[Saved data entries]
=== Section Start ===

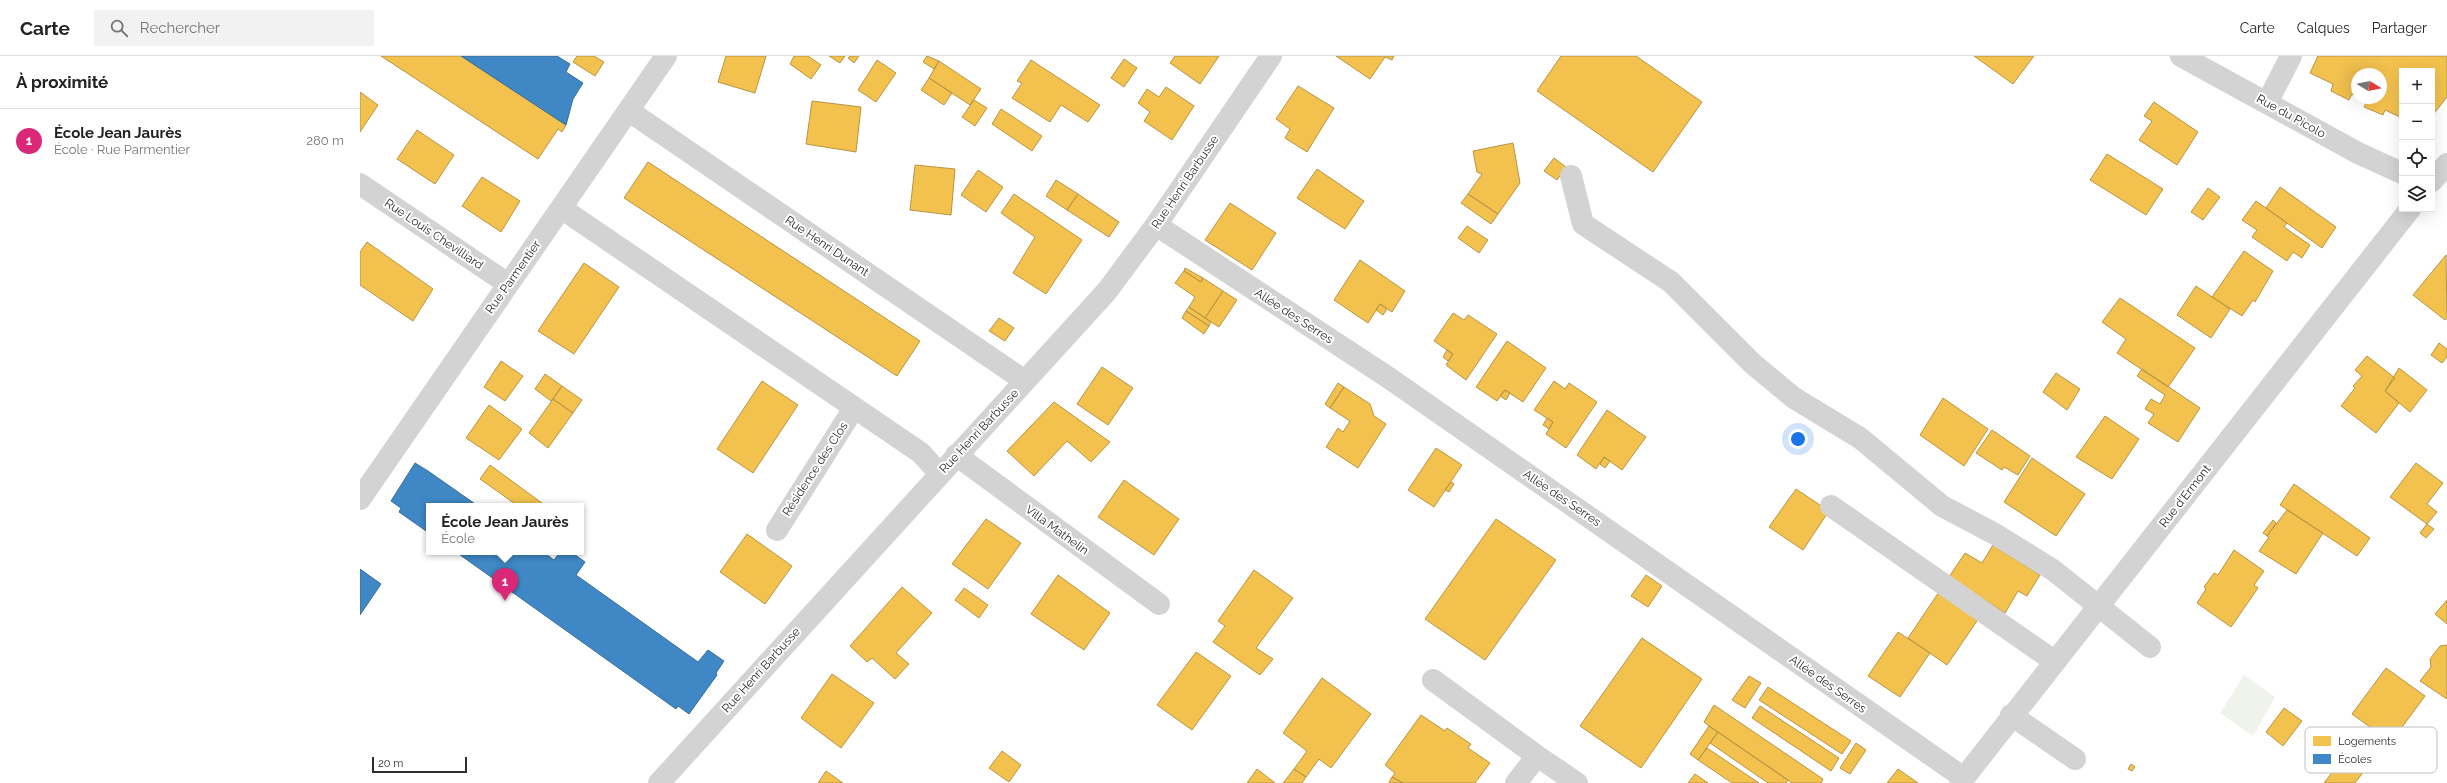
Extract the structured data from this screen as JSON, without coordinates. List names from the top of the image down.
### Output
{
  "streets": {
    "street": [
      "Rue du Picolo",
      "Rue Henri Barbusse",
      "Rue Louis Chevilliard",
      "Rue Henri Dunant",
      "Rue Parmentier",
      "Allée des Serres",
      "Résidence des Clos",
      "Rue d'Ermont",
      "Villa Mathelin"
    ]
  },
  "crossings": [
    ["Rue Henri Barbusse", "Rue Henri Dunant"],
    ["Rue Henri Barbusse", "Allée des Serres"],
    ["Rue Henri Barbusse", "Villa Mathelin"],
    ["Rue Louis Chevilliard", "Rue Parmentier"],
    ["Rue Henri Dunant", "Rue Parmentier"],
    ["Allée des Serres", "Rue d'Ermont"]
  ],
  "legend": ["Logements", "Écoles"],
  "scale_bar": "20 m",
  "north": "right",
  "page": {
    "header": "Carte",
    "search": "Rechercher",
    "nav": ["Carte", "Calques", "Partager"],
    "heading": "À proximité",
    "map_buttons": ["+", "−"],
    "list": [
      {
        "mark": "1",
        "name": "École Jean Jaurès",
        "note": "École · Rue Parmentier",
        "value": "280 m"
      }
    ],
    "popup": ["École Jean Jaurès", "École"],
    "pins": "1",
    "scale": "20 m"
  }
}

=== Section End ===

_Exercise brief_. Output the data above without changes, apart from leaving out the pictures.

_Solution to the problem_.
Extract the structured data from this screen as JSON, without coordinates. List names from the top of the image down.
### Output
{
  "streets": {
    "street": [
      "Rue du Picolo",
      "Rue Henri Barbusse",
      "Rue Louis Chevilliard",
      "Rue Henri Dunant",
      "Rue Parmentier",
      "Allée des Serres",
      "Résidence des Clos",
      "Rue d'Ermont",
      "Villa Mathelin"
    ]
  },
  "crossings": [
    ["Rue Henri Barbusse", "Rue Henri Dunant"],
    ["Rue Henri Barbusse", "Allée des Serres"],
    ["Rue Henri Barbusse", "Villa Mathelin"],
    ["Rue Louis Chevilliard", "Rue Parmentier"],
    ["Rue Henri Dunant", "Rue Parmentier"],
    ["Allée des Serres", "Rue d'Ermont"]
  ],
  "legend": ["Logements", "Écoles"],
  "scale_bar": "20 m",
  "north": "right",
  "page": {
    "header": "Carte",
    "search": "Rechercher",
    "nav": ["Carte", "Calques", "Partager"],
    "heading": "À proximité",
    "map_buttons": ["+", "−"],
    "list": [
      {
        "mark": "1",
        "name": "École Jean Jaurès",
        "note": "École · Rue Parmentier",
        "value": "280 m"
      }
    ],
    "popup": ["École Jean Jaurès", "École"],
    "pins": "1",
    "scale": "20 m"
  }
}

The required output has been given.